Skrillex – The Shacklewell Arms
We managed to squeeze a man into this tiny pub show by the wub wub man
Words Jordan Bassett
Photography Peter Fallan
Skrillex, the 24-year-old Californian recently named the world’s second highest-earning producer/DJ (Forbes estimates he raked in $15m over the past year) stares into his pint by the bar of 150-capacity east London pub The Shacklewell Arms. Considering his set’s due soon, the dancefloor’s still pretty empty. And on second glance, the fella by the bar isn’t even Skrillex! He’s a lookalike: long black hair replete with an undercut, goofy spectacles and all-black clothes. It’s troubling when you can squint and say with authority, “No, that face is too fat and old to belong to Skrillex,” but there you go.
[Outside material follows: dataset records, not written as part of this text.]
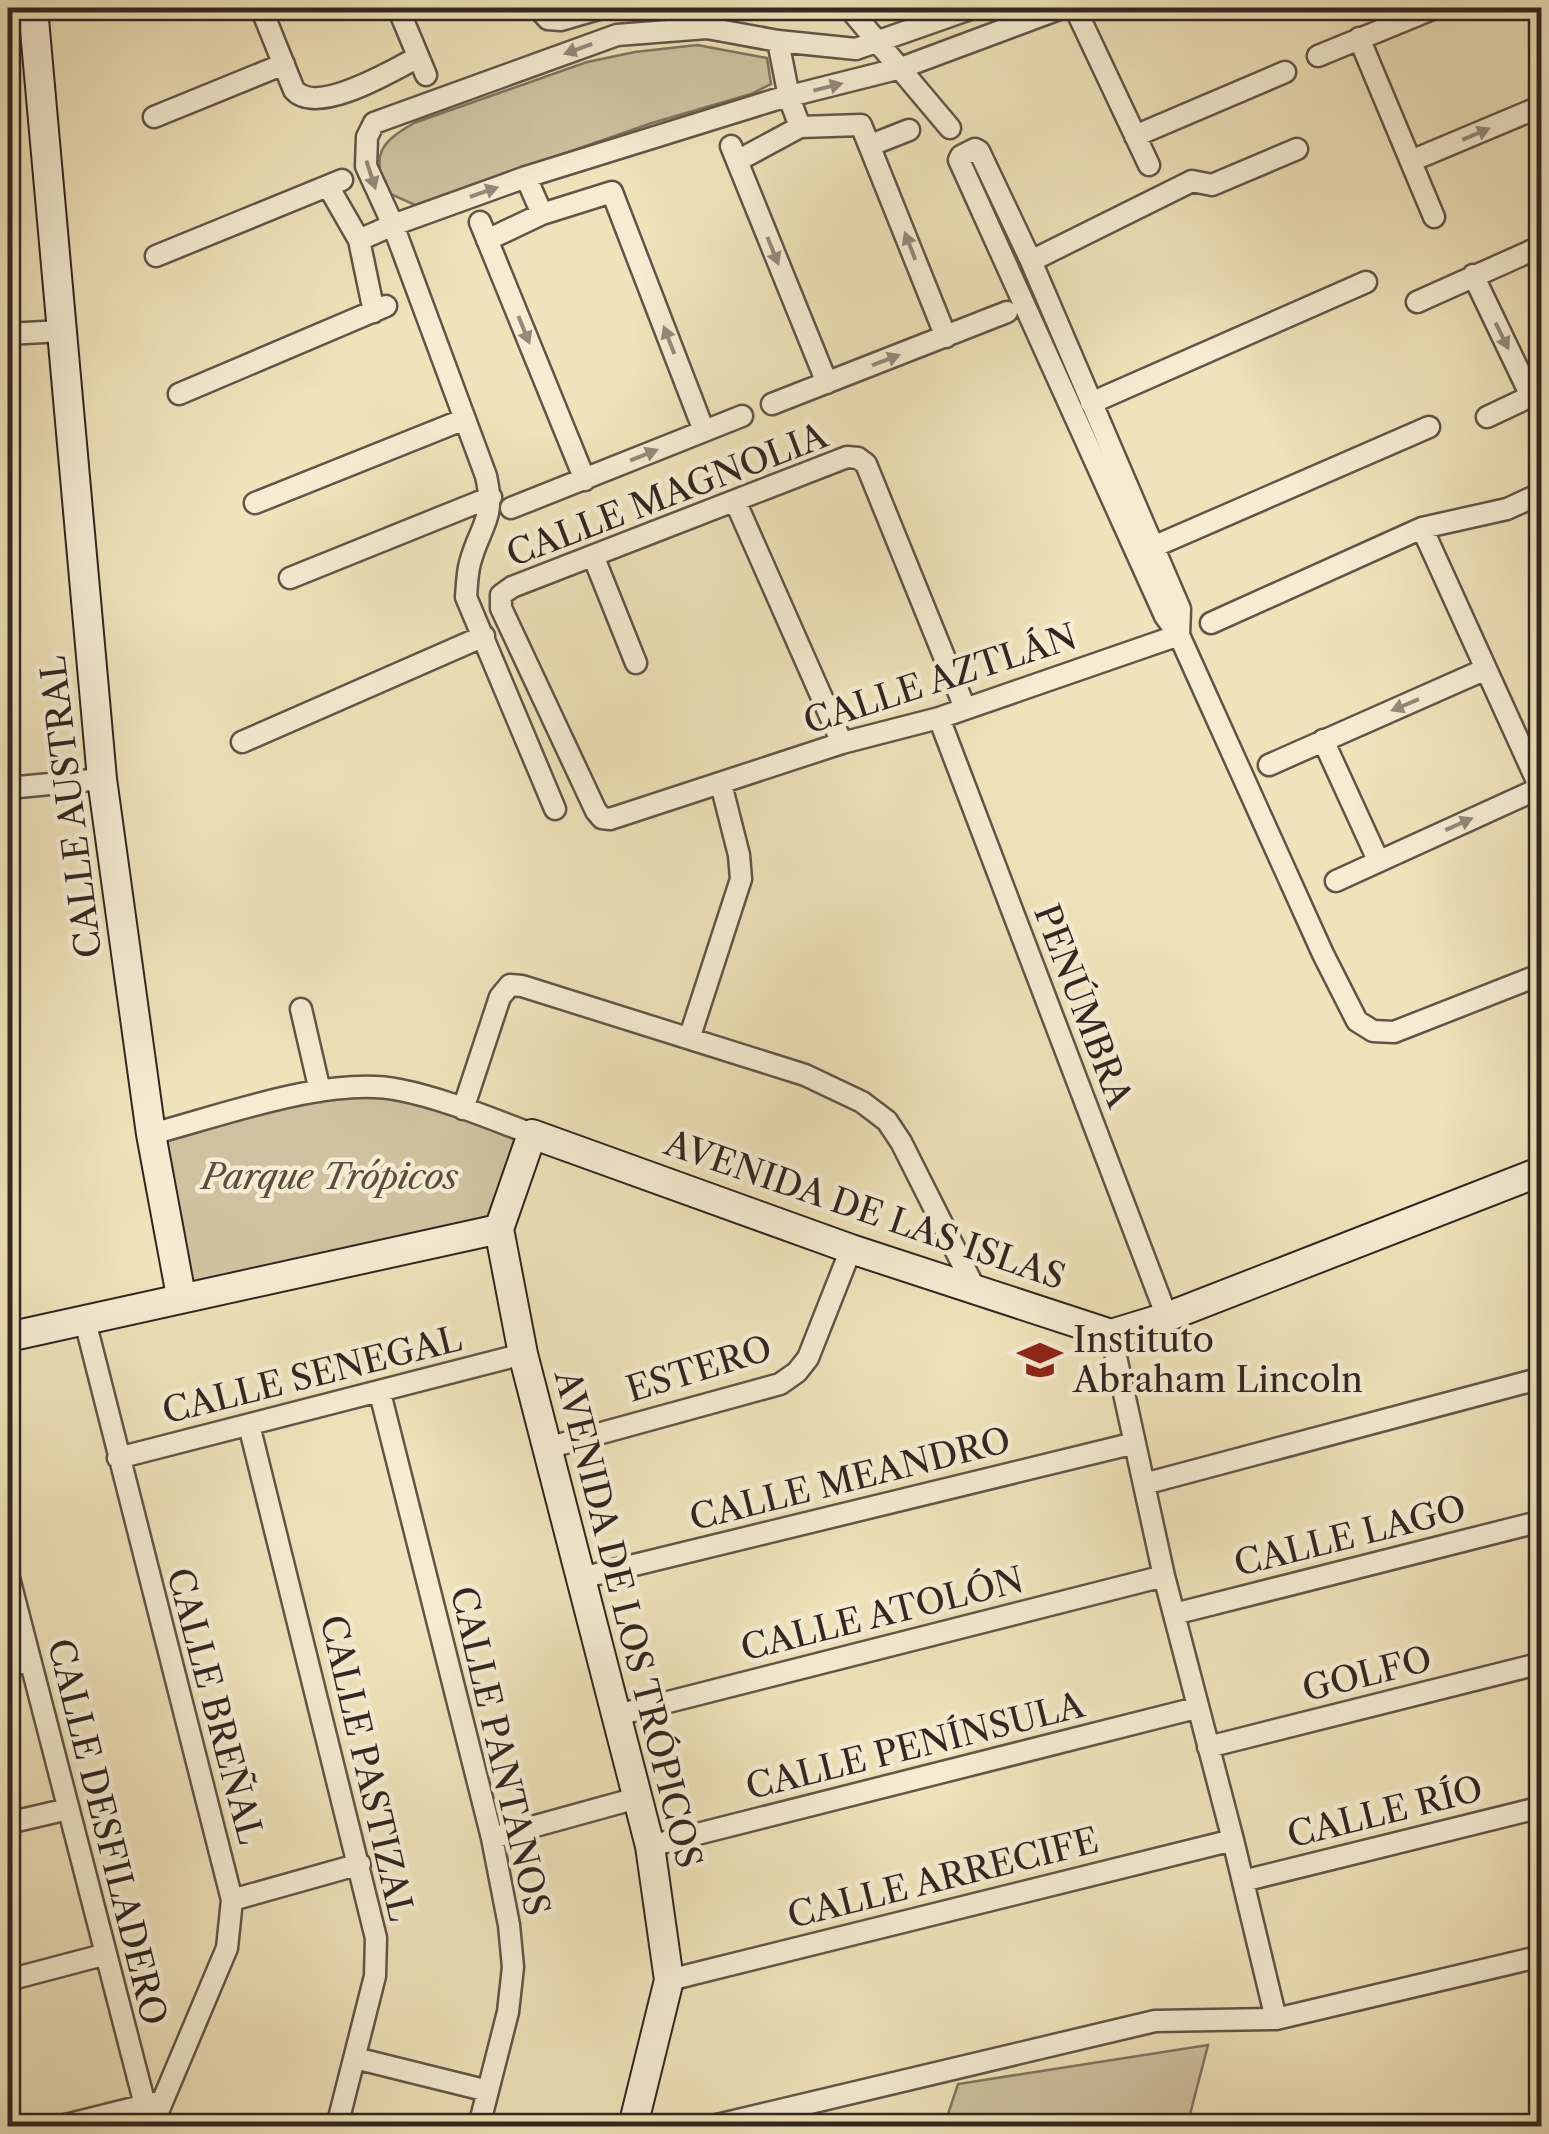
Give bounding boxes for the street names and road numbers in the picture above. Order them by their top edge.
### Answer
street label: CALLE MAGNOLIA [500,413,834,576]
street label: CALLE AZTLÁN [798,614,1082,743]
street label: CALLE AUSTRAL [31,654,110,960]
street label: PENÚMBRA [1025,898,1142,1114]
street label: AVENIDA DE LAS ISLAS [658,1120,1071,1298]
street label: CALLE SENEGAL [158,1317,466,1432]
street label: ESTERO [621,1326,777,1411]
street label: AVENIDA DE LOS TRÓPICOS [546,1365,711,1872]
street label: CALLE MEANDRO [685,1418,1015,1539]
street label: CALLE LAGO [1230,1486,1470,1585]
street label: CALLE ATOLÓN [736,1558,1028,1669]
street label: CALLE BREÑAL [158,1563,273,1849]
street label: CALLE PANTANOS [442,1582,559,1920]
street label: CALLE PASTIZAL [311,1611,424,1925]
street label: CALLE DESFILADERO [39,1634,176,2029]
street label: GOLFO [1298,1637,1436,1710]
street label: CALLE PENÍNSULA [741,1682,1089,1808]
street label: CALLE RÍO [1283,1766,1487,1857]
street label: CALLE ARRECIFE [783,1818,1103,1937]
That bloke’s ironic fancy dress outfit probably sums up tonight. Sonny Moore, who started out in screamo band From First To Last, became Skrillex in 2008. Since then, he’s spent four EPs and countless shows torturing old-school dubstep fans. Common criticisms bemoan the absence of subtlety in his crushing, bass-heavy electro sounds, which have been dismissed as ‘bro step’ due to their popularity with macho frat boys. The punchline is that, small and geeky and scrupulously humble in interviews, Skrillex is no bro. This has made him a big internet in-joke, perhaps explaining why tickets disappeared instantly when tonight’s gig was announced two days ago.
The real Skrillex arrives sometime after midnight, having trekked across London after playing electro festival SW4. By now, the venue’s filled right up. Moore makes a low-key entrance, slinking through the packed crowd to hop onstage with fellow rambunctious dubstepper Flux Pavilion (aka 23-year-old Joshua Steele), who shares the decks tonight. All present and correct are screeching vocal samples, clattering drum loops and basslines that rumble through the floor like those massive horrible worm things from Tremors.
This is no doubt effective and the crowd’s soon frothing sweat, but Flux Pavilion seems to be twiddling most of the knobs. Skrillex spends an alarming amount of time just waving his arms about or nodding approvingly through cigarette smoke (both puff away throughout the set, the naughty buggers). Do you care who pushes the buttons if it makes you dance? Well, that depends if you’ve come expecting a Skrillex set or the dubstep equivalent of a Dave Benson Phillips special appearance at freshers’ fortnight.
There’s an undeniable sense of occasion in this ridiculous and cartoonish figure, accustomed to crowds of 20,000, standing before 150 people in The Shacklewell Arms — but it’s easy to feel that Skrillex could switch places with his hipster lookalike by the bar without anyone noticing.